→ **DIRECTIONS**
One number is the whole answer: how many lines of the records include "oneway".
[[ RECORDS TO USE open ]]
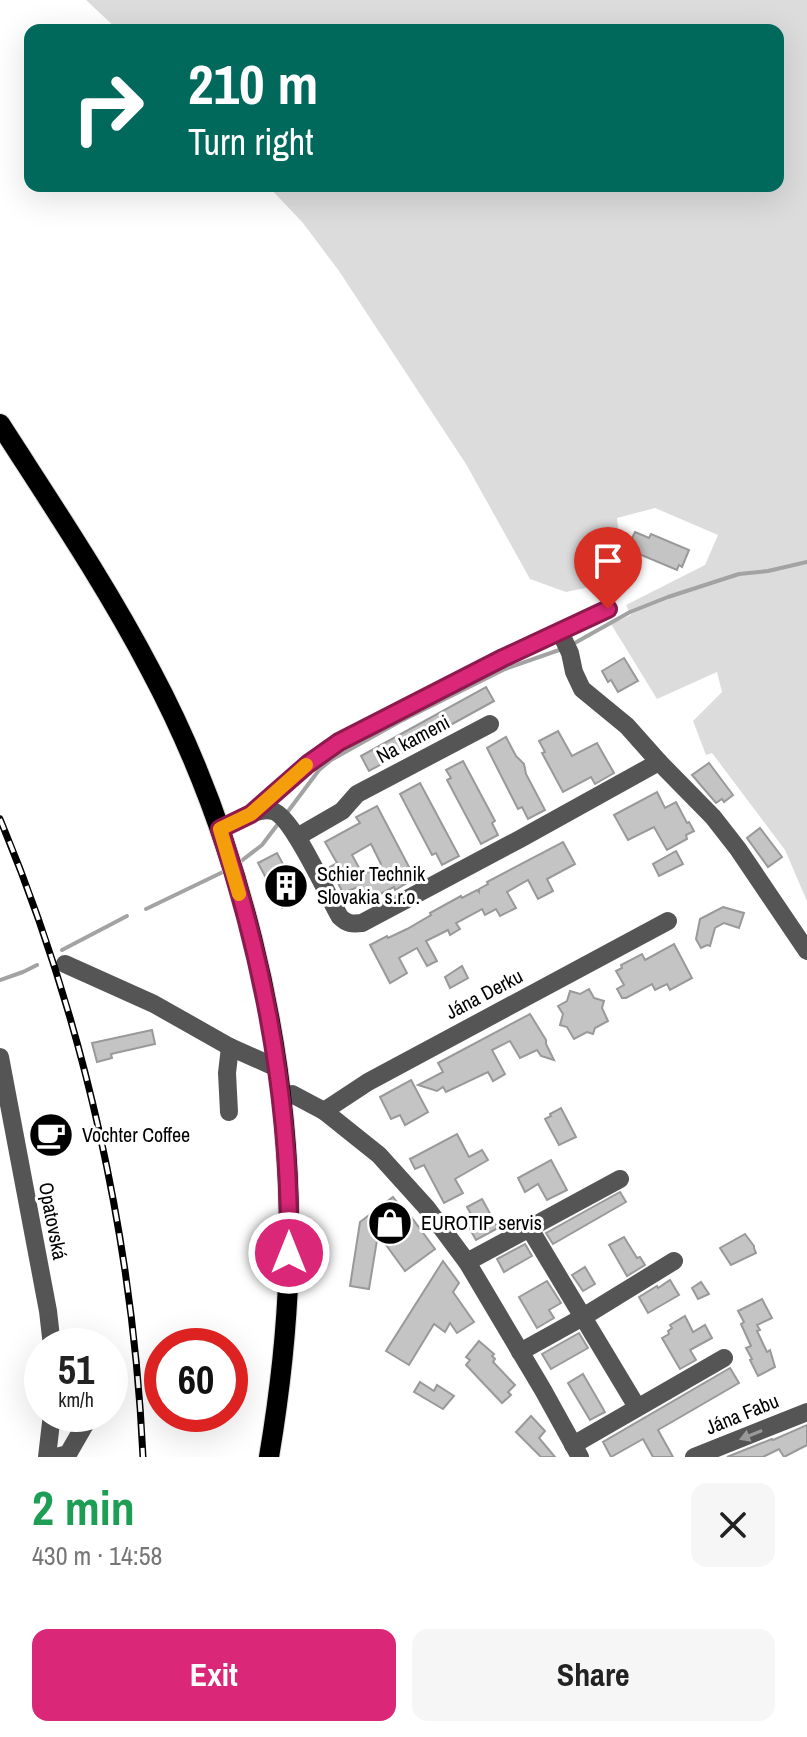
<!DOCTYPE html>
<meta charset="utf-8">
<style>
:root{--surface:#fff;--page:#f6f6f6;--text:#222;--muted:#767676;--accent:#db2777}
body{margin:0;font-family:"Archivo Narrow",sans-serif;background:var(--page);color:var(--text);height:100vh;display:flex;flex-direction:column;font-size:30px;white-space:nowrap}
*{box-sizing:border-box;margin:0}
p{font-size:26px;color:var(--muted)}
.icon{flex:none;width:44px;height:44px;fill:none;stroke:currentColor;stroke-width:2;stroke-linecap:round;stroke-linejoin:round}
.map{position:relative;height:1457px;overflow:hidden}
.sheet{display:flex;flex-direction:column;background:var(--surface);flex:1}
.sheet>*{flex:none}
.top-card{position:absolute;left:24px;top:24px;width:760px;height:168px;border-radius:16px;box-shadow:0 8px 32px #0002;background:#00695c;color:#fff;overflow:hidden}
.speed{position:absolute;left:24px;top:1328px;display:flex;gap:16px;font-size:40px;font-weight:700;text-align:center}
.speed>*{display:grid;place-content:center;width:104px;height:104px;border-radius:50%;background:var(--surface);box-shadow:0 8px 32px #0002;line-height:1}
.speed small{font-size:20px;font-weight:400}
.speed .limit{border:12px solid #d22;background:#fff;color:#111}
.pin{position:absolute;display:grid;place-items:center;width:68px;height:68px;color:#fff;margin:-82px -34px;border-radius:50% 50% 50% 0;rotate:-45deg;box-shadow:0 0 8px #0007}
.pin .icon{rotate:45deg}
.me{position:absolute;width:88px;margin:-44px;rotate:0deg;stroke-linejoin:round;filter:drop-shadow(0 0 6px #0008)}
.turn{display:flex;align-items:center;gap:28px;height:168px;padding:0 32px;font-size:36px}
.turn .icon{width:104px;height:104px;stroke-width:2.5}
.turn b{display:block;font-size:56px;line-height:68px}
.round{display:grid;place-items:center;flex:none;width:84px;height:84px;border-radius:16px;background:var(--page)}
.head{display:flex;align-items:center;justify-content:space-between;height:136px;padding:0 32px}
h1{font-size:48px;font-weight:700;line-height:60px;color:#1e9e55}
.primary-button{display:flex;gap:16px;margin-top:auto;padding:16px 32px}
.primary-button a{flex:1;height:92px;border-radius:16px;background:var(--accent);color:#fff;font-size:32px;font-weight:700;line-height:92px;text-align:center}
.primary-button a+a{background:var(--page);color:var(--text)}
.map>svg:first-child{display:block}
.green{fill:#dcdcdc}
.lines{fill:none;stroke-linecap:round;stroke-linejoin:round}
.stream{stroke:#a3a3a3;stroke-width:4}
.building{fill:#c4c4c4;stroke:#999;stroke-width:2;fill-rule:evenodd}
.major-casing{stroke:#dbdbdb;stroke-width:22}
.minor{stroke:#555;stroke-width:18}
.major{stroke:#000;stroke-width:20}
.rail-casing{stroke:#000;stroke-width:7}
.rail{stroke:#fff;stroke-width:4;stroke-dasharray:12;stroke-linecap:butt}
.oneway{fill:#999}
.route-casing{stroke:#8e194d;stroke-width:20}
.route{stroke:#db2777;stroke-width:14}
.slow{stroke:#f59e0b;stroke-width:14}
.labels{text-anchor:middle;stroke-width:6;stroke-linejoin:round;paint-order:stroke}
.street-label{font-size:20px;fill:#000;stroke:#fff}
.poi-label{font-size:20px;fill:#000;stroke:#fff;text-anchor:start}
</style>
<div class="map">
<svg width="807" height="1457" viewBox="0 0 807 1457">
<rect width="100%" height="100%" fill="#fff"/>
<path class="green" d="M86,0H807V901L785,850L712,753L706,755L693,721L722,692L717,672L657,699L611,624L631,615L626,605L705,565L718,535L655,508L617,518L622,567L620,581L566,592L530,579L466,464L339,271L303,223L268,186H778V30H118Z"/>
<g class="lines">
<g class="stream">
<path d="M573,644L630,612L668,597L739,574L768,571L807,562"/>
<path d="M286,814L319,770L331,760L399,722L505,669L562,649"/>
<path d="M236,865L262,845L278,824"/>
<path d="M146,909L225,871"/>
<path d="M62,950L127,916"/>
<path d="M0,980L23,972L37,965"/>
</g>
</g>
<g class="building">
<path d="M635,532L649,538L651,534L689,550L682,567L679,565L677,570L627,549Z"/>
<path d="M624,658L638,681L618,692L611,680L608,682L602,671Z"/>
<path d="M486,687L494,701L425,739L423,735L424,741L369,771L361,756Z"/>
<path d="M558,731L572,756L597,743L614,773L595,784L591,777L563,792L542,753L545,752L539,741Z"/>
<path d="M506,737L516,756L524,764L526,774L545,810L528,819L522,807L518,809L487,748Z"/>
<path d="M463,761L495,821L492,823L498,835L481,844L447,780L451,778L446,770Z"/>
<path d="M709,763L733,795L724,802L722,799L716,803L692,775Z"/>
<path d="M420,783L459,856L442,865L436,853L432,855L400,794Z"/>
<path d="M657,792L665,808L676,802L687,823L689,822L694,831L686,835L687,839L667,850L654,827L628,840L614,815Z"/>
<path d="M377,806L409,867L406,869L412,880L395,890L394,887L366,901L358,887L343,893L330,867L337,863L325,842L360,823L356,817ZM371,844L381,864L363,875L352,855Z"/>
<path d="M760,828L782,857L768,867L747,838Z"/>
<path d="M563,842L575,864L547,879L553,891L538,899L528,880L507,892L516,908L500,916L496,909L485,915L482,909L456,923L460,929L450,935L448,930L426,941L437,961L427,966L417,948L399,958L407,973L390,983L370,945L387,936L388,938L407,929L431,915L430,913L461,896L462,898L477,890L479,892V889L488,884L487,882Z"/>
<path d="M676,851L683,864L659,876L653,864Z"/>
<path d="M277,853L292,881L298,877L305,891L299,894L301,898L282,908L258,863Z"/>
<path d="M723,907L744,913L739,928L724,923L715,928L710,946L707,945L701,948L696,939L700,919Z"/>
<path d="M674,944L692,978L670,990L667,984L655,990L652,984L626,998H622L617,989L624,985L616,971L622,968L621,965L642,954L645,960Z"/>
<path d="M462,966L468,978L450,988L445,977Z"/>
<path d="M589,989L594,998L604,1001L602,1008L608,1021L595,1028L593,1034L587,1032L574,1039L567,1027L560,1025L563,1014L558,1006L567,1001L570,991L580,994Z"/>
<path d="M530,1014L546,1040V1044L554,1060L541,1056L537,1050L520,1058L510,1041L492,1050L505,1074L493,1081L488,1072L446,1092L443,1087L437,1091L418,1085L443,1072L438,1063Z"/>
<path d="M152,1030L155,1044L111,1054L112,1058L97,1062L92,1043Z"/>
<path d="M411,1080L428,1112L405,1125L400,1115L391,1119L380,1097Z"/>
<path d="M561,1108L576,1137L559,1145L545,1119L551,1116L550,1114Z"/>
<path d="M59,1125L62,1138L42,1142L38,1130Z"/>
<path d="M457,1134L469,1157L482,1150L488,1160L455,1179L463,1193L444,1203L424,1165L415,1169L410,1159Z"/>
<path d="M551,1160L567,1190L547,1200L538,1184L525,1192L518,1178Z"/>
<path d="M620,1192L626,1202L553,1244L546,1233Z"/>
<path d="M393,1197L407,1215L409,1214L435,1249L405,1271L378,1234L369,1289L350,1286L360,1222Z"/>
<path d="M482,1199L498,1228L476,1240L467,1224L472,1216L467,1207Z"/>
<path d="M745,1234L754,1246V1248L756,1253L731,1265L720,1248Z"/>
<path d="M624,1237L637,1258L640,1257L645,1265L627,1276L609,1245Z"/>
<path d="M525,1244L532,1256L504,1272L497,1259Z"/>
<path d="M443,1261L459,1283L453,1292L474,1322L457,1333L450,1323L445,1332L434,1324L409,1365L386,1351Z"/>
<path d="M585,1267L595,1284L583,1291L572,1275Z"/>
<path d="M670,1280L679,1295L648,1313L639,1297L657,1286L658,1288Z"/>
<path d="M547,1281L561,1303L549,1310L554,1318L537,1328L519,1297Z"/>
<path d="M701,1282L709,1294L698,1299L692,1288Z"/>
<path d="M762,1299L772,1318L757,1325L760,1330L757,1331L767,1352L770,1350L775,1367L758,1376L750,1360L752,1359L746,1348L751,1346L741,1324L744,1322L738,1311Z"/>
<path d="M685,1316L693,1332L705,1325L712,1338L690,1350L696,1360L680,1369L662,1338L669,1334L668,1331L672,1328L670,1325Z"/>
<path d="M579,1333L588,1348L551,1369L542,1354Z"/>
<path d="M479,1341L494,1354L492,1356L495,1359L493,1362L515,1385L508,1392L511,1395L502,1403L466,1365L470,1360L466,1357Z"/>
<path d="M730,1368L739,1383L658,1430L673,1457H653L643,1439L611,1457L603,1442Z"/>
<path d="M583,1374L605,1412L590,1420L568,1383Z"/>
<path d="M420,1382L434,1391L437,1385L454,1396L443,1409L414,1392Z"/>
<path d="M531,1416L545,1431L539,1438L555,1457H541L516,1432Z"/>
<path d="M807,1425V1445L784,1457L779,1449L763,1457H727L772,1439L773,1440Z"/>
</g>
<g class="lines">
<g class="major-casing">
<path id="major" d="M0,424C52,505 106,585 151,671C238,834 288,1038 289,1223C290,1301 282,1380 269,1457"/>
</g>
<g class="minor">
<path d="M560,632L570,653L574,672L582,689L627,726L659,762L713,817L738,849L807,951"/>
<path d="M253,812L308,764L339,742L503,658L608,609"/>
<path d="M220,829C234,822 257,807 273,811C293,817 328,897 340,917C347,924 352,924 362,923L520,839L659,762"/>
<path d="M297,837L342,811L357,794L490,724"/>
<path d="M65,964L154,1004L230,1047L277,1068"/>
<path d="M0,1057L48,1311L52,1346L73,1343L88,1346"/>
<path d="M281,1096L292,1094L324,1111L379,1155L426,1207L467,1262L543,1390L580,1457"/>
<path d="M324,1111L368,1082L668,921"/>
<path d="M229,1112L227,1073L230,1047"/>
<path d="M530,1229L637,1407"/>
<path d="M467,1262L620,1179"/>
<path d="M520,1352L583,1317L674,1261"/>
<path d="M573,1445L724,1358"/>
<path d="M47,1457L52,1414"/>
<path d="M56,1457L68,1454L91,1414"/>
<path d="M694,1457L807,1412"/>
</g>
<use href="#major" class="major"/>
<g class="rail-casing">
<path id="rail" d="M0,819C84,1020 133,1239 143,1457"/>
</g>
<use href="#rail" class="rail"/>
</g>
<defs><path id="oneway-solid" d="M-6-.8H1V-3.2L6.5 0L1 3.2V.8H-6Z" transform="scale(2)"/></defs>
<use class="oneway" href="#oneway-solid" transform="translate(751 1435) rotate(158)"/>
<g class="lines">
<g class="route-casing">
<path id="route" d="M289,1253C291,1108 265,965 220,829L251,814L308,764L339,742L503,658L608,609"/>
</g>
<use href="#route" class="route"/>
<path class="slow" d="M239,894L220,829L251,814L306,765"/>
</g>
<defs>
<g id="building-disc" transform="scale(2.3)"><circle r="9.5" fill="#000" stroke="#fff"/><path d="M-4-6H4V6H1V3H-1V6H-4ZM-2.5-4.3h1.7v1.8h-1.7ZM.8-4.3h1.7v1.8H.8ZM-2.5-1h1.7V.8h-1.7ZM.8-1h1.7V.8H.8Z" fill="#fff"/></g>
<g id="cafe-disc" transform="scale(2.3)"><circle r="9.5" fill="#000" stroke="#fff"/><path d="M-5.5-4.5H6V0H3Q3 3.5 0 3.5H-2.5Q-5.5 3.5-5.5 0ZM3-3.2v2h1.7v-2ZM-6 4.5H4V6H-6Z" fill="#fff"/></g>
<g id="shop-disc" transform="scale(2.3)"><circle r="9.5" fill="#000" stroke="#fff"/><path d="M-5-2.5h2.3a2.7 3.5 0 0 1 5.4 0H5L5.5 6h-11ZM-1.5-2.5h3a1.5 2.3 0 0 0-3 0Z" fill="#fff"/></g>
</defs>
<g fill-rule="evenodd">
<use href="#building-disc" x="286" y="886"/>
<use href="#cafe-disc" x="51" y="1135"/>
<use href="#shop-disc" x="390" y="1223"/>
</g>
<g class="labels">
<g class="street-label">
<text transform="translate(413 739) rotate(-28)" y="7">Na kameni</text>
<text transform="translate(484 994) rotate(-28)" y="7">Jána Derku</text>
<text transform="translate(53 1221) rotate(79)" y="7">Opatovská</text>
<text transform="translate(742 1414) rotate(-22)" y="7">Jána Fabu</text>
</g>
<g class="poi-label">
<text x="317" y="881">Schier Technik<tspan x="317" dy="23">Slovakia s.r.o.</tspan></text>
<text x="82" y="1142">Vochter Coffee</text>
<text x="421" y="1230">EUROTIP servis</text>
</g>
</g>
</svg>
<div class="speed"><div>51<small>km/h</small></div><div class="limit">60</div></div>
<div class="pin" style="left:608px;top:609px;background:#d93025"><svg class="icon" aria-label="arrive" viewBox="0 0 24 24"><path d="M6 21V4h12l-3 4 3 4H6"/></svg></div>
<svg class="me" style="left:289px;top:1253px" viewBox="-20 -20 40 40"><circle r="17" fill="#db2777" stroke="#fff" stroke-width="3"/><path d="M0-11L8 9 0 5-8 9z" fill="#fff"/></svg>
<div class="top-card">
<div class="turn"><svg class="icon" aria-label="right" viewBox="0 0 24 24"><path d="M7 20v-9h11M14 6l5 5-5 5"/></svg><div><b>210 m</b>Turn right</div></div>
</div>
</div>
<section class="sheet">
<div class="head"><div><h1>2 min</h1><p>430 m · 14:58</p></div><a class="round"><svg class="icon" aria-label="close" viewBox="0 0 24 24"><path d="M6 6l12 12M18 6L6 18"/></svg></a></div>
<div class="primary-button"><a>Exit</a><a>Share</a></div>
</section>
[[ RECORDS TO USE closed ]]
→ **EXERCISE SOLUTION**
3